Last.fm Countries

 
  • Last.fm Countries

    Over the past several weeks, Xhochy's nationality statistics tool has started to lose accuracy, truncate libraries, and has appeared to stop updating. As a result, I decided to make a replacement tool.

    Please read at least the Overview and Known Issues below first. You'll find the link at the bottom of this post.

    Overview

    Once you enter your username, it will begin fetching the pages of your library, along with any already-known nationalities. After all pages of the library are fetched, the tool will then start to look up each artist in your library that was not already known. You can watch the results come in as the lookups are done.

    Keep in mind that for the first few weeks, this will take several minutes, as the tool does not yet know about many artists. Over time, the database will grow, and the results will be generated faster.

    As for unknown artists, the status of "Unknown" is cached for 5 days. If you try to look up an unknown artist more than 5 days after the last attempt, a fresh query will be done.

    Once your entire library's artists' nationalities have been determined (or determined to be unknown), pie charts will appear at the top of the page, and links will appear allowing you to toggle between the artist list and country list.

    Your library will be cached for 7 days, allowing you to generate a fresh chart once a week. You may opt to regenerate with your already-cached playcounts, though, if you want to refresh an unknown artist (and the 5 days for the artist have passed).

    Known Issues
    -Some artists may appear twice. This is due to a bug in the last.fm API, where it presents the same artist on different pages. I will try to come up with a workaround soon. UPDATE: Last.fm knows about this bug, and as soon as they fix it, the results from Last.fm countries will be correct too. For now, you're going to have duplicates (that come at the expense of other artists), and there's nothing I can do.

    -This tool does not work properly in Internet Explorer 6 or earlier. Once you enter your username, the browser will freeze until all the results are ready. While it should eventually complete, this is obviously not the intended behavior. Since IE6 is old, and programming to make it work properly would be a nightmare, I'm not going to do it. Even Google's given up on IE6, and if it's not good enough for them, it's not good enough for me :-)

    -As mentioned above, your first lookup will probably take several minutes. Subsequent lookups will be much faster.

    -I expect high demand, especially at first when every artist needs to be looked up. Last.fm limits its API usage to 5 queries a second from a given IP address, averaged over a 5-minute period. Thus, after 1400 queries have happened in a 5-minute period, queries will be suspended (I'm allowing a safety margin of 100). If you're in the middle of loading your data, let it keep running--it will retry every 5 seconds until the block has been cleared.
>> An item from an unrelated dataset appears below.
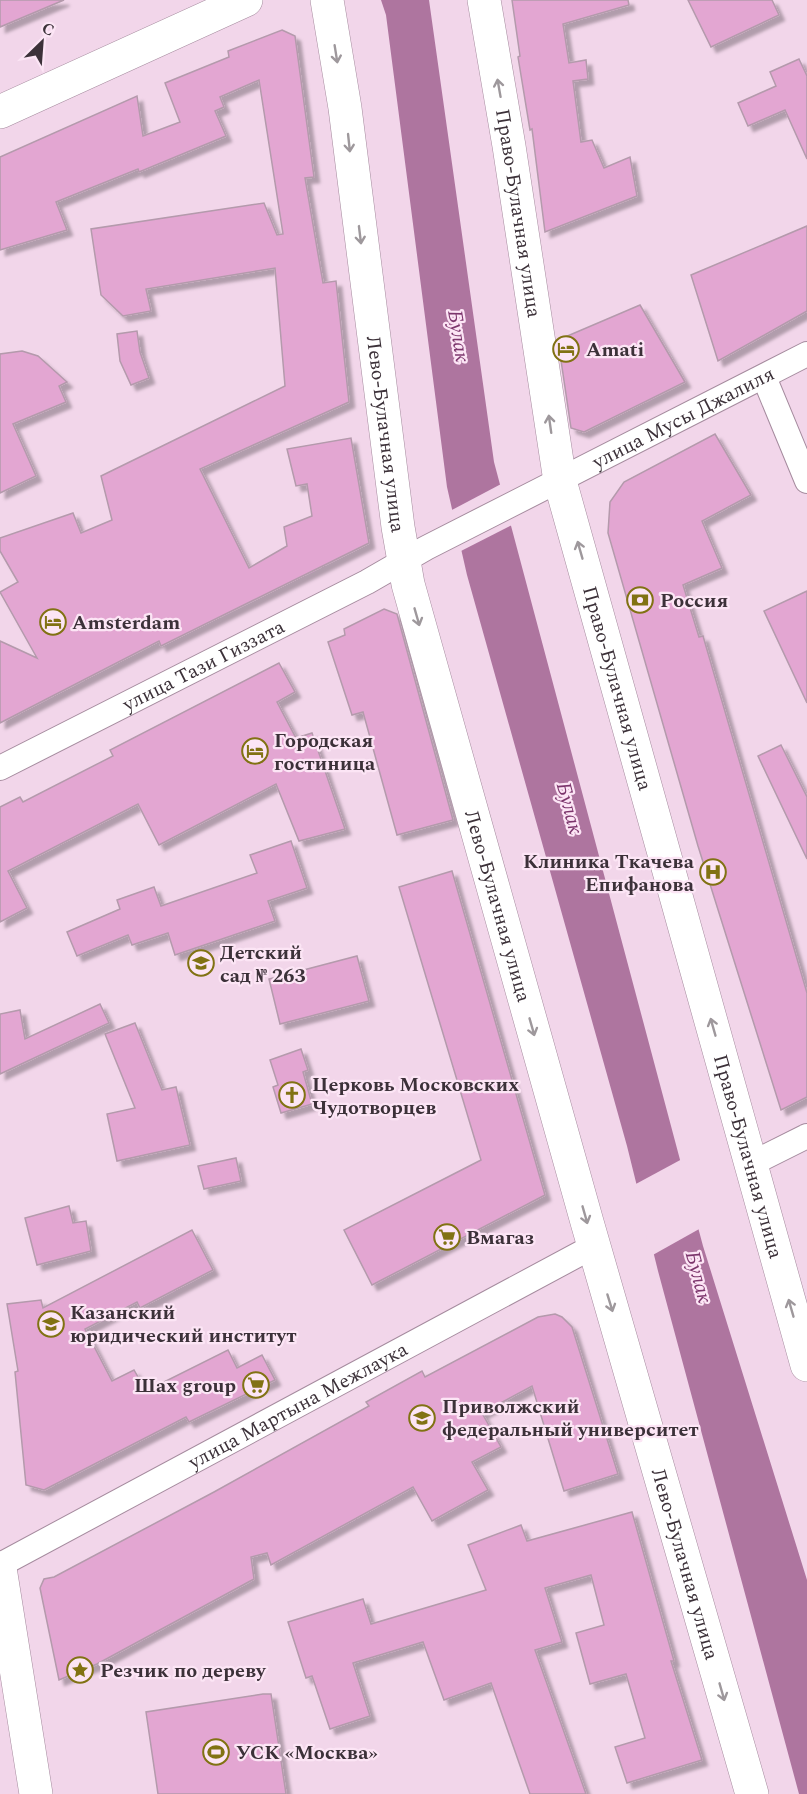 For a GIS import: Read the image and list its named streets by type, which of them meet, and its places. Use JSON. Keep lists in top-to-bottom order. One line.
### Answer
{"streets":{"main road":["Право-Булачная улица","Лево-Булачная улица"],"street":["улица Мусы Джалиля","улица Тази Гиззата","улица Мартына Межлаука"]},"crossings":[["Право-Булачная улица","улица Мусы Джалиля"],["улица Мусы Джалиля","Лево-Булачная улица"],["улица Мусы Джалиля","улица Тази Гиззата"],["Лево-Булачная улица","улица Тази Гиззата"],["Лево-Булачная улица","улица Мартына Межлаука"]],"one_way":["Право-Булачная улица","Лево-Булачная улица"],"water":["Булак"],"places":{"hotel":["Amati","Amsterdam","Городская гостиница"],"bank":["Россия"],"hospital":["Клиника Ткачева Епифанова"],"school or university":["Детский сад № 263","Казанский юридический институт","Приволжский федеральный университет"],"church":["Церковь Московских Чудотворцев"],"supermarket":["Вмагаз","Шах group"],"place":["Резчик по дереву"],"sports":["УСК «Москва»"]},"north":"top right"}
    -Sometimes, a request for a library page or artist might get lost, and the loading of the page will not progress. For now, just refresh and try again--the lookup will continue where it left off.

    Future Features
    -Allow a user to sign up for an account on the site, which would let you override the automatically detected nationalities for particular artists (e.g., in the case where there is more than one artist with the same name). These changes would apply only to your charts, and would not affect other people.

    -Allow suggestions for unknown artists.

    -Use the aforementioned suggestions and overrides, along with the already-detected nationalities, to generate a model that could determine nationality based on associated tags, without actually having any countries in the tags.

    For example, analysis might indicate:
    --That "catalan" tends to coincide with "spain" more often than any other country, so the model would know that "catalan" should apply more weight to "spain" than any other country.

    --That "tokyo" coincides with "japan" more than any other country, and thus "tokyo" should be a strong indicator for "japan".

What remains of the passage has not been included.